Tableaux d'évaluation
Un tableau de bord vivant qui montre comment se porte chaque workflow IA — note de qualité, pannes, vitesse, coût — pour que personne n'ait à se demander si ça s'améliore ou si ça se dégrade.
Pensez à un bulletin scolaire qui se met à jour tout seul, chaque jour — des notes par matière, des courbes de tendance, et une remarque quand quelque chose glisse. Les tableaux d'évaluation, c'est ça pour vos workflows IA : les résultats de tests, les pannes, la vitesse et le coût sur une page que tout le monde peut voir, au lieu d'être enfouis dans la machinerie de test.
Le problème, en mots simples
Quelqu'un pose une question simple en réunion : l'IA s'améliore-t-elle ou se dégrade-t-elle ? Silence. Les tests existent, quelque part. Quelqu'un les a lancés récemment, probablement. Sans tableau de pointage visible, la qualité est une affaire d'impressions — et il y a un danger plus sournois en dessous : des évaluations que personne ne regarde finissent tranquillement par ne plus être lancées du tout. La discipline s'érode précisément parce que personne ne peut la voir s'éroder.
Ce que nous mettons en place
Des tableaux de bord à deux niveaux — un par workflow, un pour l'ensemble du portefeuille — montrant la note du jeu d'évaluation dans le temps, le compte de régressions (les vieux bogues retestés à chaque changement), la latence à la marque p95 (le temps dans lequel les 5 pour cent de requêtes les plus lentes finissent quand même), le coût par requête, et les groupes de pannes les plus récents.

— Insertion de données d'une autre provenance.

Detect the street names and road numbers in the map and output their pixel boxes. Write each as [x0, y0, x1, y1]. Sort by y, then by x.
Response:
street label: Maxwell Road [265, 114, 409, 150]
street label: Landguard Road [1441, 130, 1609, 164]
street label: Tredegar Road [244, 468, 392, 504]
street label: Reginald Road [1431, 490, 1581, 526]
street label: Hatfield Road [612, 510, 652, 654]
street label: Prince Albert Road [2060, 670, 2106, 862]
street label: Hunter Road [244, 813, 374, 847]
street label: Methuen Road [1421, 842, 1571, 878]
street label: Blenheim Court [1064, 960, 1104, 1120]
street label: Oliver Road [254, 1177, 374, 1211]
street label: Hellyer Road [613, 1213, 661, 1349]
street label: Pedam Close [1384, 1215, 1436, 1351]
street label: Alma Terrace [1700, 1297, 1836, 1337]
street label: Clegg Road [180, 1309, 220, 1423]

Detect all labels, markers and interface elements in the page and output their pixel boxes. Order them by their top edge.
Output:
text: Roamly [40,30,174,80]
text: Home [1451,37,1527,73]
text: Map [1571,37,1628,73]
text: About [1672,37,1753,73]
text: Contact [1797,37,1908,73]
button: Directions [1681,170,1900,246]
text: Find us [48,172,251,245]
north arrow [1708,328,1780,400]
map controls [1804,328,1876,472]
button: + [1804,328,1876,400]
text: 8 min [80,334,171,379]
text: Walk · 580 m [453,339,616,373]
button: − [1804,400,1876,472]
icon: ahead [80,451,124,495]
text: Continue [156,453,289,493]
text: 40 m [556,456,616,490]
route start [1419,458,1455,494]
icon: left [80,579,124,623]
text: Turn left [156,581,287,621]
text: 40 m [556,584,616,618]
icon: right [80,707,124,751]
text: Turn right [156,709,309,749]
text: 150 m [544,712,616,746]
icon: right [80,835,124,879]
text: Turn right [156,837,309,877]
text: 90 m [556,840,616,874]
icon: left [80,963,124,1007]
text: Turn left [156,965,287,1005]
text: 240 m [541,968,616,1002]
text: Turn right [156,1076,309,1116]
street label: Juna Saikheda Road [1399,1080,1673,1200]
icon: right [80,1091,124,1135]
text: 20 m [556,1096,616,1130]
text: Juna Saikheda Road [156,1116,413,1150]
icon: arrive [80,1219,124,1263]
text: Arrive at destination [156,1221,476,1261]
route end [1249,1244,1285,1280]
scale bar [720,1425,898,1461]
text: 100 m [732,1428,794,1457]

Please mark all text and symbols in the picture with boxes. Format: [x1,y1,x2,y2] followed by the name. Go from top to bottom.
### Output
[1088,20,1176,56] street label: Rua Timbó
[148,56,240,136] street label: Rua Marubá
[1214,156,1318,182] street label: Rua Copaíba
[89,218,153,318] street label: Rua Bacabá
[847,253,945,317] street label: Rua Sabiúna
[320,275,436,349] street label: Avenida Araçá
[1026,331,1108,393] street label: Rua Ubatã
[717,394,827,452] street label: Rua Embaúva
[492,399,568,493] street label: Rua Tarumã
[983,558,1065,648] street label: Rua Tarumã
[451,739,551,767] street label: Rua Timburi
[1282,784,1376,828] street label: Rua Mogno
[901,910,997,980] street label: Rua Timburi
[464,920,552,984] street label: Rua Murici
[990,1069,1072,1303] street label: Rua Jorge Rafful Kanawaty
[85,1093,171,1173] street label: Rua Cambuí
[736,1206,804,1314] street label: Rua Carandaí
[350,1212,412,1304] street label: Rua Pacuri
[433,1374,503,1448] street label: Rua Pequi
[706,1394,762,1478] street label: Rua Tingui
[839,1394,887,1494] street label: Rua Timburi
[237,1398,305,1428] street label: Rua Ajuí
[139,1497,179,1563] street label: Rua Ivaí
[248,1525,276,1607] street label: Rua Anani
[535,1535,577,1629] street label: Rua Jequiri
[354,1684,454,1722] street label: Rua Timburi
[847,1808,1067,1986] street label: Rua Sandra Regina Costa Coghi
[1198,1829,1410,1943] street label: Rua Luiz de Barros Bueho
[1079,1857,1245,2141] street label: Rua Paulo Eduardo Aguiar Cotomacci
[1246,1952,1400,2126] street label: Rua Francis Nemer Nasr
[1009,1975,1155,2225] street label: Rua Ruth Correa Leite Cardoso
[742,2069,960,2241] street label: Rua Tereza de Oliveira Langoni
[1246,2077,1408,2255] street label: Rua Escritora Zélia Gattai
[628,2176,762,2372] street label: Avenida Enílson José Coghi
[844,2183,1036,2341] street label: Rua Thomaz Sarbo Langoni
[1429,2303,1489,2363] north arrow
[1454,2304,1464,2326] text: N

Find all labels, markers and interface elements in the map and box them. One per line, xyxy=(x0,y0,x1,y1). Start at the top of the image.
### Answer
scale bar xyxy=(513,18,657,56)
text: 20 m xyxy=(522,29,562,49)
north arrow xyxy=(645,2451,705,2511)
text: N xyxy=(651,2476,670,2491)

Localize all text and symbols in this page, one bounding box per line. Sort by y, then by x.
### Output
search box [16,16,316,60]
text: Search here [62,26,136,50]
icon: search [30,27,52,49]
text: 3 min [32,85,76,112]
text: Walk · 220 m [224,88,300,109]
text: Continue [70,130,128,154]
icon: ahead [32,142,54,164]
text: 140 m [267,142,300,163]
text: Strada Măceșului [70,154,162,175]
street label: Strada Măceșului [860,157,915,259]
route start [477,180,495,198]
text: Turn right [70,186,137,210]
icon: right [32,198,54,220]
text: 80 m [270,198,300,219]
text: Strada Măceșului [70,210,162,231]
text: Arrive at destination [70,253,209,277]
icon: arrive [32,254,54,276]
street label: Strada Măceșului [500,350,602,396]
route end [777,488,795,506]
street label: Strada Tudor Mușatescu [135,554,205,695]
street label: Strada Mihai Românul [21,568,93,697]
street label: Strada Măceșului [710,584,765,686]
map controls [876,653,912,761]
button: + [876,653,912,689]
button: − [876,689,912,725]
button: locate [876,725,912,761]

Chaque panne sur le tableau mène à sa trace (le compte rendu enregistré de ce que l'agent a fait), de sorte que « la note a baissé » est à un clic de « voici exactement ce qui a mal tourné ». Chaque workflow a un responsable nommé qui reçoit un résumé hebdomadaire par courriel — et une vraie baisse n'attend pas la note de la semaine : elle alerte quelqu'un (envoie une notification urgente) sur-le-champ.
Comment ça fonctionne, étape par étape
- Chaque exécution des tests fait rapport
La note, les régressions, la latence et le coût de chaque exécution atterrissent sur le tableau automatiquement — personne ne monte de présentation d'état.
- Des tendances, pas des photos
Les courbes dans le temps sont le vrai sujet : ce workflow s'améliore-t-il, tient-il bon, ou glisse-t-il en douce ?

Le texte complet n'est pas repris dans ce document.